- WHAT IS BEING ASKED -
Go through the records and set each one down exactly, skipping any picture.

Stored data entries:
========================================

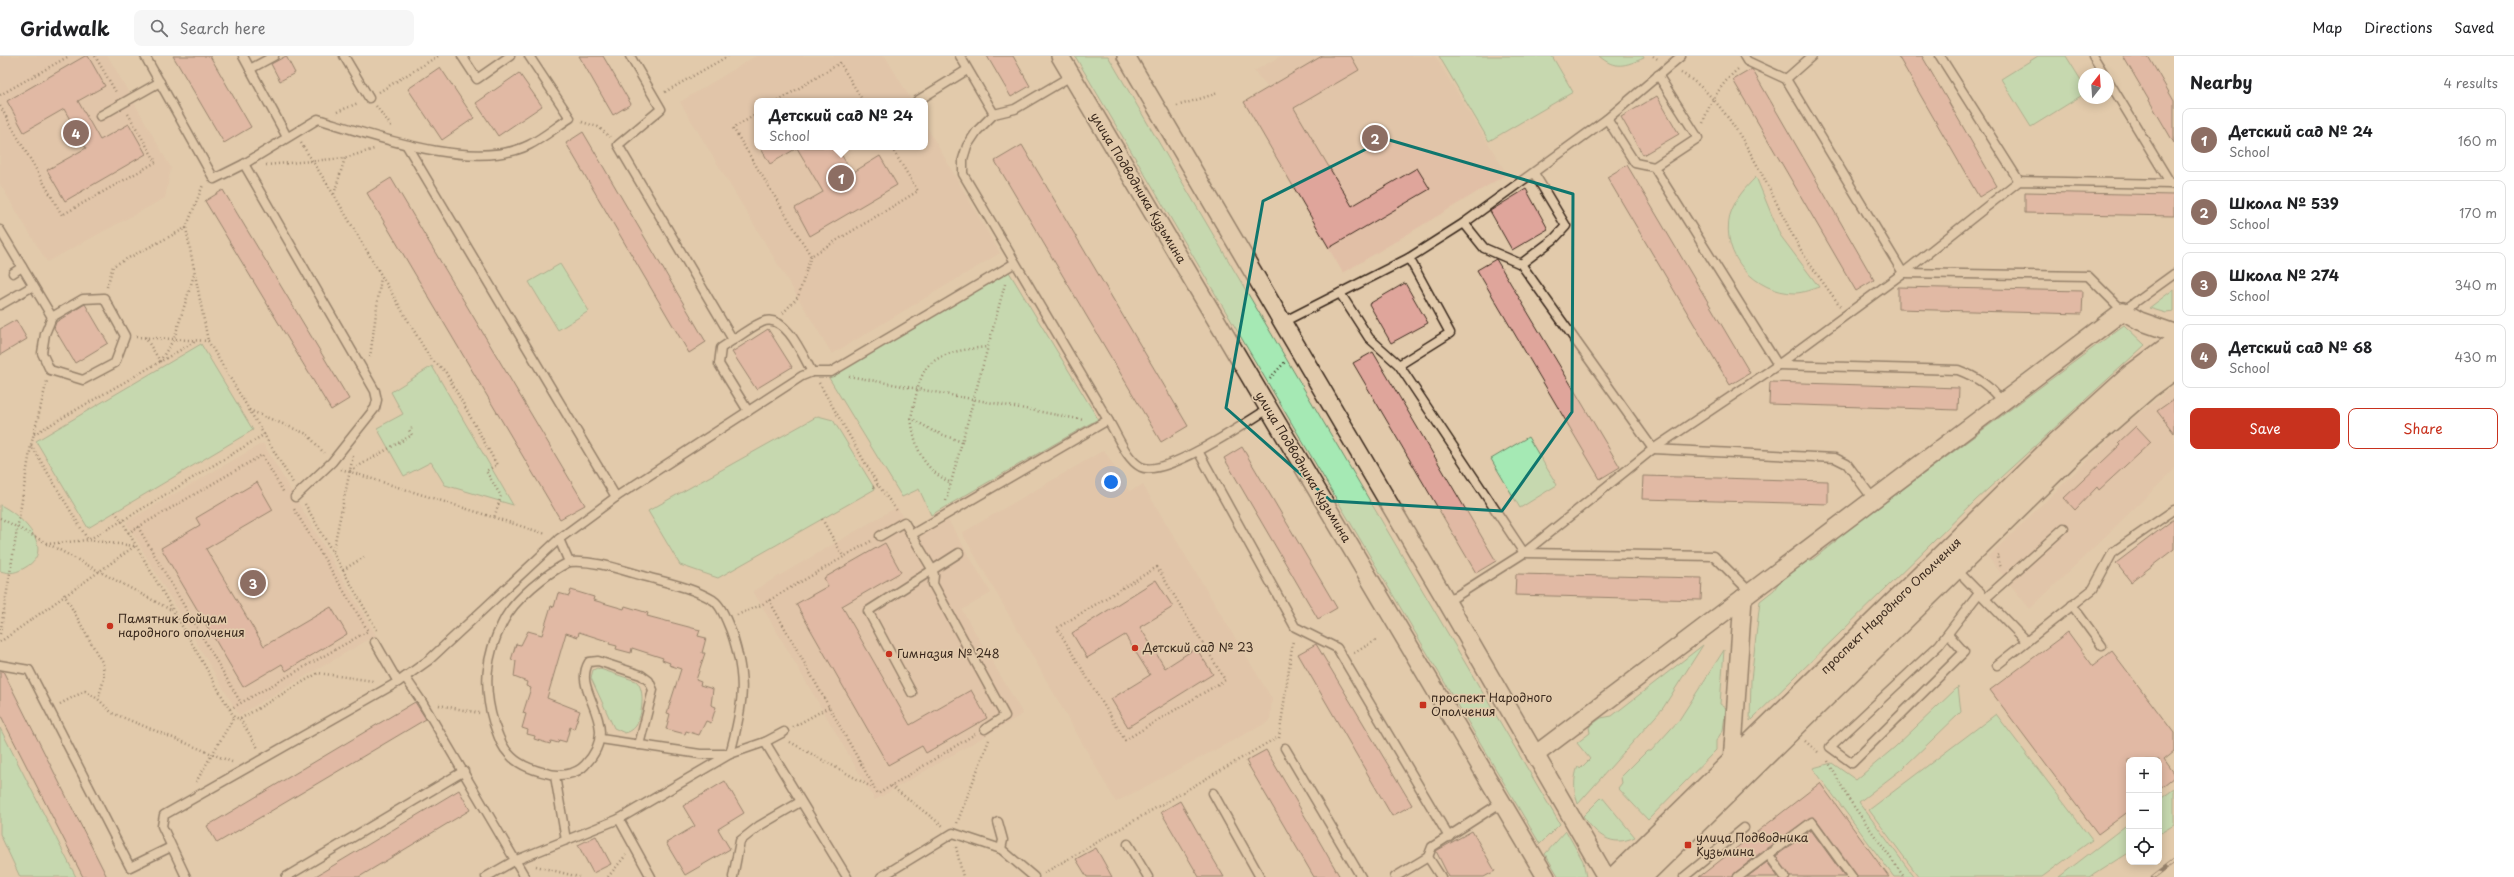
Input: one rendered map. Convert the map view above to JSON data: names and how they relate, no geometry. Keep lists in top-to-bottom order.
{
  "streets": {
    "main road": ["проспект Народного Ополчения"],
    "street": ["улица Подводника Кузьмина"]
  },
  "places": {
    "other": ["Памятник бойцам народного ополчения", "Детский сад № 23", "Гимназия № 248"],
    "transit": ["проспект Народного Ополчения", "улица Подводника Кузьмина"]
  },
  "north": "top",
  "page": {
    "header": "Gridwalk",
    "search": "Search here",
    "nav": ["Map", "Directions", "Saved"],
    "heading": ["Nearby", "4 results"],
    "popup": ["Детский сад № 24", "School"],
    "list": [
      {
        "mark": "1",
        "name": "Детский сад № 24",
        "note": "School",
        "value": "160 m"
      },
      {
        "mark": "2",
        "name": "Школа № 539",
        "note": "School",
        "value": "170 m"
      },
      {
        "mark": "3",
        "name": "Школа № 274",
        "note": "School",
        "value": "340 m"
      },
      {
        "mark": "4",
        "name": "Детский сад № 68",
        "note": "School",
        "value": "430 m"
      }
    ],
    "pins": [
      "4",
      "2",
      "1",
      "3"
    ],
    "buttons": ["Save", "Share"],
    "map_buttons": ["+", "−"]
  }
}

========================================

- REPLY TO THE EXERCISE -
Input: one rendered map. Convert the map view above to JSON data: names and how they relate, no geometry. Keep lists in top-to-bottom order.
{
  "streets": {
    "main road": ["проспект Народного Ополчения"],
    "street": ["улица Подводника Кузьмина"]
  },
  "places": {
    "other": ["Памятник бойцам народного ополчения", "Детский сад № 23", "Гимназия № 248"],
    "transit": ["проспект Народного Ополчения", "улица Подводника Кузьмина"]
  },
  "north": "top",
  "page": {
    "header": "Gridwalk",
    "search": "Search here",
    "nav": ["Map", "Directions", "Saved"],
    "heading": ["Nearby", "4 results"],
    "popup": ["Детский сад № 24", "School"],
    "list": [
      {
        "mark": "1",
        "name": "Детский сад № 24",
        "note": "School",
        "value": "160 m"
      },
      {
        "mark": "2",
        "name": "Школа № 539",
        "note": "School",
        "value": "170 m"
      },
      {
        "mark": "3",
        "name": "Школа № 274",
        "note": "School",
        "value": "340 m"
      },
      {
        "mark": "4",
        "name": "Детский сад № 68",
        "note": "School",
        "value": "430 m"
      }
    ],
    "pins": [
      "4",
      "2",
      "1",
      "3"
    ],
    "buttons": ["Save", "Share"],
    "map_buttons": ["+", "−"]
  }
}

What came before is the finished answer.